Coastal erosion is the wearing away of land and removal of beach sediments by high winds, drainage, wave action, wave currents, and tidal currents. Coastal morph dynamics studies the erosion and sediment redistribution in coastal areas. It is caused by corrosion, hydraulic action or abrasion.
Coastal erosion can be either a rapid-onset hazard (occurs very quickly, a period of days to weeks) or a slow-onset hazard (occurring over many years, or decades to centuries). The beaches and shorelines in India serve multidimensional needs such as seaports for maritime commerce, space for residential & commercial structures, recreational purposes, etc.

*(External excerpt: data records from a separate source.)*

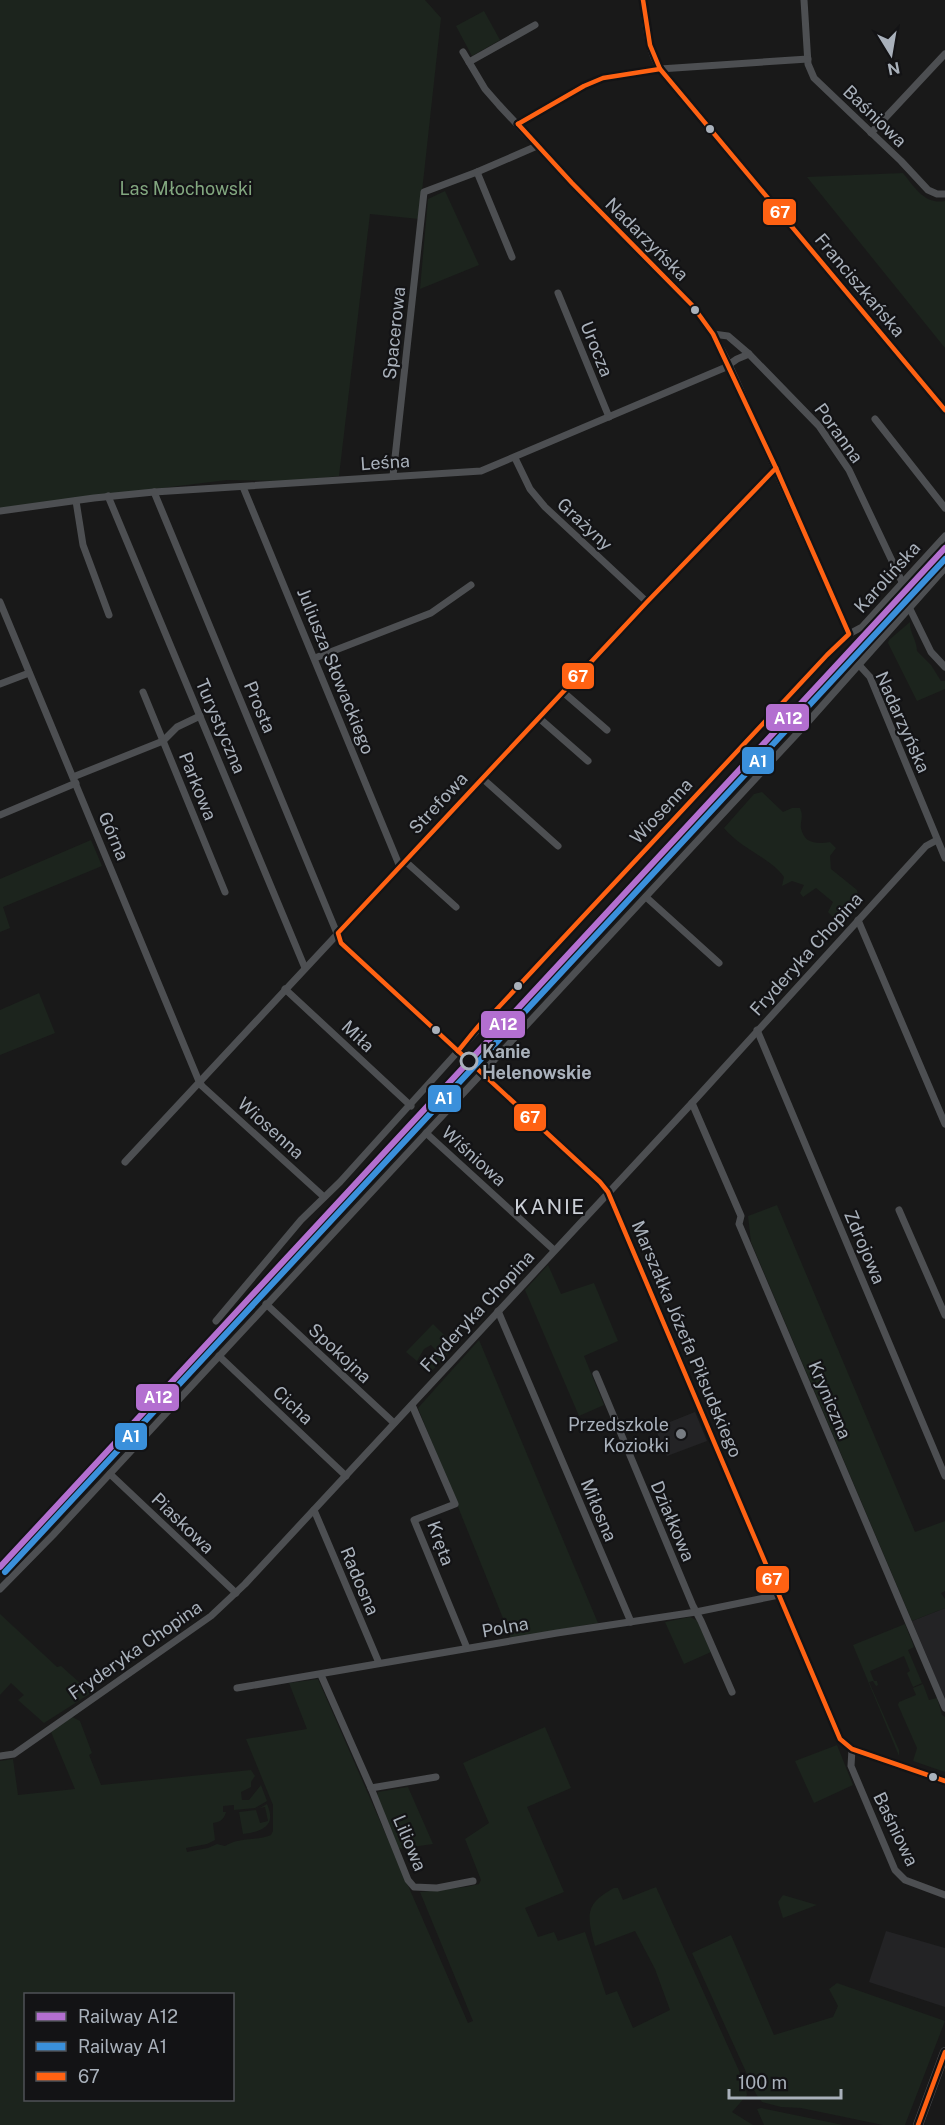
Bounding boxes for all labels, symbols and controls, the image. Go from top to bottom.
north arrow [861,24,921,84]
text: N [886,58,902,79]
street label: Baśniowa [839,81,911,151]
unlabelled marker [704,123,716,135]
park label: Las Młochowski [119,178,253,199]
street label: Nadarzyńska [601,193,693,285]
line badge: 67 [762,198,797,226]
text: 67 [770,203,790,222]
street label: Franciszkańska [811,229,909,341]
street label: Spacerowa [379,286,409,380]
unlabelled marker [689,304,701,316]
street label: Urocza [576,318,618,380]
street label: Poranna [810,399,868,467]
street label: Leśna [360,450,410,474]
street label: Grażyny [553,493,617,555]
street label: Karolińska [850,537,924,617]
street label: Juliusza Słowackiego [293,585,379,757]
line badge: 67 [561,662,595,690]
text: 67 [568,667,588,686]
street label: Nadarzyńska [871,668,935,776]
street label: Turystyczna [192,675,250,777]
street label: Prosta [240,678,280,736]
line badge: A12 [765,703,810,732]
text: A12 [774,709,802,728]
line badge: A1 [741,746,775,775]
street label: Parkowa [175,749,221,823]
text: A1 [749,752,767,771]
street label: Strefowa [404,768,472,838]
street label: Wiosenna [625,774,697,848]
street label: Górna [94,809,134,863]
street label: Fryderyka Chopina [745,888,867,1020]
unlabelled marker [512,980,524,992]
line badge: A12 [480,1010,526,1039]
text: A12 [489,1015,517,1034]
street label: Miła [337,1016,379,1056]
unlabelled marker [430,1024,442,1036]
place label: Kanie Helenowskie [482,1041,592,1083]
marker: Kanie Helenowskie [460,1052,478,1070]
line badge: A1 [427,1084,462,1113]
text: A1 [435,1089,453,1108]
street label: Wiosenna [234,1093,308,1163]
line badge: 67 [513,1103,547,1132]
text: 67 [520,1108,540,1127]
street label: Wiśniowa [437,1122,511,1190]
district label: KANIE [514,1194,586,1219]
street label: Zdrojowa [840,1207,890,1287]
street label: Marszałka Józefa Piłsudskiego [627,1217,747,1461]
street label: Fryderyka Chopina [415,1246,539,1376]
street label: Spokojna [304,1319,376,1387]
street label: Kryniczna [804,1358,856,1442]
street label: Cicha [269,1381,317,1429]
line badge: A12 [135,1383,180,1412]
text: A12 [144,1388,172,1407]
place label: Przedszkole Koziołki [568,1414,669,1456]
line badge: A1 [114,1422,148,1451]
text: A1 [122,1427,140,1446]
marker: Przedszkole Koziołki [674,1427,688,1441]
street label: Miłosna [576,1476,622,1544]
street label: Działkowa [647,1478,699,1564]
street label: Piaskowa [148,1488,218,1558]
street label: Kręta [423,1518,459,1568]
street label: Radosna [336,1544,384,1618]
line badge: 67 [755,1565,790,1594]
text: 67 [762,1570,782,1589]
street label: Fryderyka Chopina [64,1596,206,1704]
street label: Polna [480,1613,530,1641]
unlabelled marker [927,1771,939,1783]
street label: Baśniowa [869,1789,923,1869]
street label: Liliowa [389,1812,431,1874]
legend [24,1993,234,2101]
text: Railway A12 [78,2006,178,2027]
text: Railway A1 [78,2036,167,2057]
scale bar [729,2062,842,2100]
text: 67 [78,2066,100,2087]
text: 100 m [738,2072,787,2093]

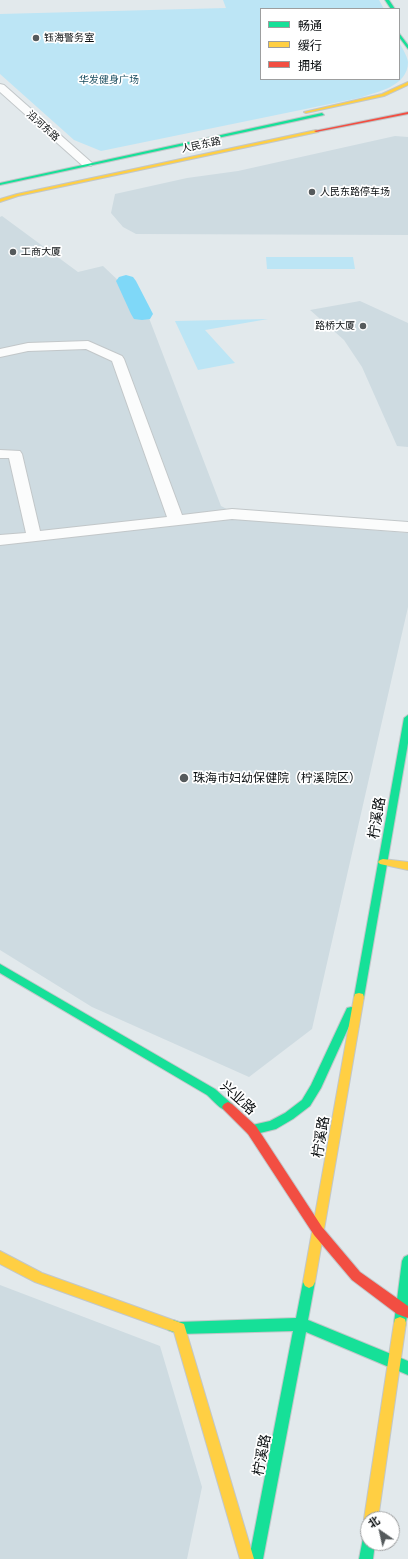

Developmental activities along the coastline have increased and the trend is expected to continue in the decades to come. Similar to any other maritime country, India’s long peninsular region constantly battles erosion. The developmental activities are often carried out without a clear understanding of the coastal dynamics. This leads to long-term, in the worst cases, permanent damage, particularly to the local communities.
According to the Ministry of Environment, Forest and Climate Change (MOEFCC) 40% of India’s coastline is subjected to high, medium, or low coastal erosion.
The Ministry of Earth Sciences which monitors shoreline changes along the Indian coast states that about 89% of the shoreline of Andaman and Nicobar Island is eroded by the Bay of Bengal. Goa has the highest percentage of stable shoreline.
A study report published in scientific journal Nature Climate Change says that Climate change poses an existential threat to the world's sandy beaches and that as many as half of them could disappear by the end of the century. It states that even by 2050 some coastlines could be unrecognizable from what we see today, with 14% to 15% facing severe erosion.
This data story aims to highlight the extent of coastal erosion in India.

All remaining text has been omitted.